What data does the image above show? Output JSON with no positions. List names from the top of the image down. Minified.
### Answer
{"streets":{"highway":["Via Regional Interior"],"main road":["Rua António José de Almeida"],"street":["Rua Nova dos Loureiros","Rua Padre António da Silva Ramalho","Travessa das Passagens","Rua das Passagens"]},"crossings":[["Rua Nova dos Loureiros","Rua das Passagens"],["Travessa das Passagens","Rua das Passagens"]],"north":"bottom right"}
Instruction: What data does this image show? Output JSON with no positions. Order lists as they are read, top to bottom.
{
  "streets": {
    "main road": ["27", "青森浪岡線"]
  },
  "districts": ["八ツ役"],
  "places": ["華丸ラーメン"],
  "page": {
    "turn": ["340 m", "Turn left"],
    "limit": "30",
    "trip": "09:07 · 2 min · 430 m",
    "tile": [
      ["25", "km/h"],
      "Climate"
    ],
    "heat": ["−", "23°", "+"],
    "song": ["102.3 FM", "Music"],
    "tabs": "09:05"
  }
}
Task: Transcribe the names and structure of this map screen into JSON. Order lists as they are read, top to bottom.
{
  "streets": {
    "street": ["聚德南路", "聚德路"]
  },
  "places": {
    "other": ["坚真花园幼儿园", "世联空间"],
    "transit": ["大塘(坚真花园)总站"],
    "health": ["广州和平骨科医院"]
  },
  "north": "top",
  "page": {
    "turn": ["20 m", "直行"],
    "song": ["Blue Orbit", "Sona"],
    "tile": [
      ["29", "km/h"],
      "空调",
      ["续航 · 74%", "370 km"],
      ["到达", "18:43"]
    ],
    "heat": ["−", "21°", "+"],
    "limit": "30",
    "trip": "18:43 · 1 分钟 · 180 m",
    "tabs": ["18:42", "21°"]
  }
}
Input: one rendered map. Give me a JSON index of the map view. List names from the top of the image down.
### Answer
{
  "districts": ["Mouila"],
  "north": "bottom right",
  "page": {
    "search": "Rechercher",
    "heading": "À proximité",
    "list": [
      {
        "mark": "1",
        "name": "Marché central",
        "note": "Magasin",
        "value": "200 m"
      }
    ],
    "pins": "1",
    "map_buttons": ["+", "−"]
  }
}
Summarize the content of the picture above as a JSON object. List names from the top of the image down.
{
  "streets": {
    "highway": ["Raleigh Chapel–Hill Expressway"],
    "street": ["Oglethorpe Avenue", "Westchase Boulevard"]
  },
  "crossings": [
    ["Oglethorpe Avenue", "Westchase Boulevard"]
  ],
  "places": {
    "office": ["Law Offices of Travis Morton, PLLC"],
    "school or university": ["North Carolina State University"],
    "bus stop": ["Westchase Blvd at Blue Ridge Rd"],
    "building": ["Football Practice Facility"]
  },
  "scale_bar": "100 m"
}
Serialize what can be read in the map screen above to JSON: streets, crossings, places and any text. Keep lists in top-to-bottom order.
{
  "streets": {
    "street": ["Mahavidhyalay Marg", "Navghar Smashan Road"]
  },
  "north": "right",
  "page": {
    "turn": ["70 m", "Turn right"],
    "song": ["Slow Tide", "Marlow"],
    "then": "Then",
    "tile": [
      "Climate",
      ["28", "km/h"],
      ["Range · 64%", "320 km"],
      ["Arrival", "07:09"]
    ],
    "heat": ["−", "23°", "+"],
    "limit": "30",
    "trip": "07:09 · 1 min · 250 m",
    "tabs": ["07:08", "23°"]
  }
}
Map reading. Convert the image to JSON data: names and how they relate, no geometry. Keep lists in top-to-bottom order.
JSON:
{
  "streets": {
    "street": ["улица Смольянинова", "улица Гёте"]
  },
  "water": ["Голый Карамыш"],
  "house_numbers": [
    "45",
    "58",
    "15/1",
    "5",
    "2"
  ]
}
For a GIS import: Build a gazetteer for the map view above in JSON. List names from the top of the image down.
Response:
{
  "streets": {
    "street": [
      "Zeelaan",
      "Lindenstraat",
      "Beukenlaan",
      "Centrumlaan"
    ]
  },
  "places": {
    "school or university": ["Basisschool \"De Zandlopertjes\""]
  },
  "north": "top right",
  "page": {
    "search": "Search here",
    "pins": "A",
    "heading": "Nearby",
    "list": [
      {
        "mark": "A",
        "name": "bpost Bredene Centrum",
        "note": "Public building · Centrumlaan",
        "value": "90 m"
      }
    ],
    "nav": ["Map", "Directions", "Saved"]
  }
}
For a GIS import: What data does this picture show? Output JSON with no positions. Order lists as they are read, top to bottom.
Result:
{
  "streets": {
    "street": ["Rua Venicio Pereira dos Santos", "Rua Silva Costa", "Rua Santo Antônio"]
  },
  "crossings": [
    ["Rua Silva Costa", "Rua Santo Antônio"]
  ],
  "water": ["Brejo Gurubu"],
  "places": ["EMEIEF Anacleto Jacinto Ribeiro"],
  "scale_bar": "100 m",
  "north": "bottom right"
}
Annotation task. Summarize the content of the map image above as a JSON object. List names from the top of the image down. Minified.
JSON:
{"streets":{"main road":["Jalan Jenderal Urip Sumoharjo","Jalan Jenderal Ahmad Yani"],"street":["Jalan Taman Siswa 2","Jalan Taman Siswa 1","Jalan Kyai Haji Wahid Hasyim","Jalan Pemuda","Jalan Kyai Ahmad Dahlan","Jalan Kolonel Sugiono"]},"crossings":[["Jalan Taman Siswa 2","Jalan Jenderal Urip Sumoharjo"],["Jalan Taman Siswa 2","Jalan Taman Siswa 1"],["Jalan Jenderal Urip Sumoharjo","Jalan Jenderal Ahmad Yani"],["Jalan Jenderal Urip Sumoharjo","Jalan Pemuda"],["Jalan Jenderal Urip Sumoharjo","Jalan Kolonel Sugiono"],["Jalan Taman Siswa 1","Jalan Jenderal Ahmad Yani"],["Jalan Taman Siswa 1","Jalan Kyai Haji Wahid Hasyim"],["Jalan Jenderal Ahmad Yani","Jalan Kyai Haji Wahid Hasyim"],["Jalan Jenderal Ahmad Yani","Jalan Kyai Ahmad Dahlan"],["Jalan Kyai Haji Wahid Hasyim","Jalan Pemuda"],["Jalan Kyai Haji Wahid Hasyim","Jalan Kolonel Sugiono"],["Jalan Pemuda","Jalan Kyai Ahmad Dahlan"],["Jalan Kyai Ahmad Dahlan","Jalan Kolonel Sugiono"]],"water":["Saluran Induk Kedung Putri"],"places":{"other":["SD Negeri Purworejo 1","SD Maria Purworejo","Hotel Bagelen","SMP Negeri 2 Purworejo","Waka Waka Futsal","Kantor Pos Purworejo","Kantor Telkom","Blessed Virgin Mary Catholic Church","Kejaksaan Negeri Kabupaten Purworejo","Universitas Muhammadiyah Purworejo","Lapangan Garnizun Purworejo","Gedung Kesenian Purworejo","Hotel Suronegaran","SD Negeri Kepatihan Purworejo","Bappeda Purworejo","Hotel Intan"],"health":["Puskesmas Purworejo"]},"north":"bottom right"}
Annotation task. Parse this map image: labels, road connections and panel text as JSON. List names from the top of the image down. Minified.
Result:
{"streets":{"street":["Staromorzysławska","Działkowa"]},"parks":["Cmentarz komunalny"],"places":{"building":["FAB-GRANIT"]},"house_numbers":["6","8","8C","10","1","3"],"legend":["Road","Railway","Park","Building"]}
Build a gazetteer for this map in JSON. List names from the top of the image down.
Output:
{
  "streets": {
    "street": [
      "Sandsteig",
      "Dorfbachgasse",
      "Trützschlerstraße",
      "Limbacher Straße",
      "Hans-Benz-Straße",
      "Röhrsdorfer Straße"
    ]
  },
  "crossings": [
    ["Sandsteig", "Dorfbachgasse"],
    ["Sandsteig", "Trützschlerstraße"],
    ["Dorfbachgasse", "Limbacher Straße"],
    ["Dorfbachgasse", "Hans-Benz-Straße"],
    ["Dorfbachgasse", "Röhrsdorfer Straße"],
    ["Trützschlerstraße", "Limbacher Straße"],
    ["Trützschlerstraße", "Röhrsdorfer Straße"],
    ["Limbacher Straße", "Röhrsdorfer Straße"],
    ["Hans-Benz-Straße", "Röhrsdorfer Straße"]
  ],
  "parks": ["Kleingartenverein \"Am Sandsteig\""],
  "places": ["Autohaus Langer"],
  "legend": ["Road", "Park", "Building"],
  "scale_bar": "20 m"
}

--- ACTION ITEM ---
Each line from the start of the listing through the line with "Input: one rendered" is to be restated verbatim, both ends included.

--- ANSWER FOR THIS EXERCISE ---
What data does the image above show? Output JSON with no positions. List names from the top of the image down. Minified.
### Answer
{"streets":{"highway":["Via Regional Interior"],"main road":["Rua António José de Almeida"],"street":["Rua Nova dos Loureiros","Rua Padre António da Silva Ramalho","Travessa das Passagens","Rua das Passagens"]},"crossings":[["Rua Nova dos Loureiros","Rua das Passagens"],["Travessa das Passagens","Rua das Passagens"]],"north":"bottom right"}
Instruction: What data does this image show? Output JSON with no positions. Order lists as they are read, top to bottom.
{
  "streets": {
    "main road": ["27", "青森浪岡線"]
  },
  "districts": ["八ツ役"],
  "places": ["華丸ラーメン"],
  "page": {
    "turn": ["340 m", "Turn left"],
    "limit": "30",
    "trip": "09:07 · 2 min · 430 m",
    "tile": [
      ["25", "km/h"],
      "Climate"
    ],
    "heat": ["−", "23°", "+"],
    "song": ["102.3 FM", "Music"],
    "tabs": "09:05"
  }
}
Task: Transcribe the names and structure of this map screen into JSON. Order lists as they are read, top to bottom.
{
  "streets": {
    "street": ["聚德南路", "聚德路"]
  },
  "places": {
    "other": ["坚真花园幼儿园", "世联空间"],
    "transit": ["大塘(坚真花园)总站"],
    "health": ["广州和平骨科医院"]
  },
  "north": "top",
  "page": {
    "turn": ["20 m", "直行"],
    "song": ["Blue Orbit", "Sona"],
    "tile": [
      ["29", "km/h"],
      "空调",
      ["续航 · 74%", "370 km"],
      ["到达", "18:43"]
    ],
    "heat": ["−", "21°", "+"],
    "limit": "30",
    "trip": "18:43 · 1 分钟 · 180 m",
    "tabs": ["18:42", "21°"]
  }
}
Input: one rendered map. Give me a JSON index of the map view. List names from the top of the image down.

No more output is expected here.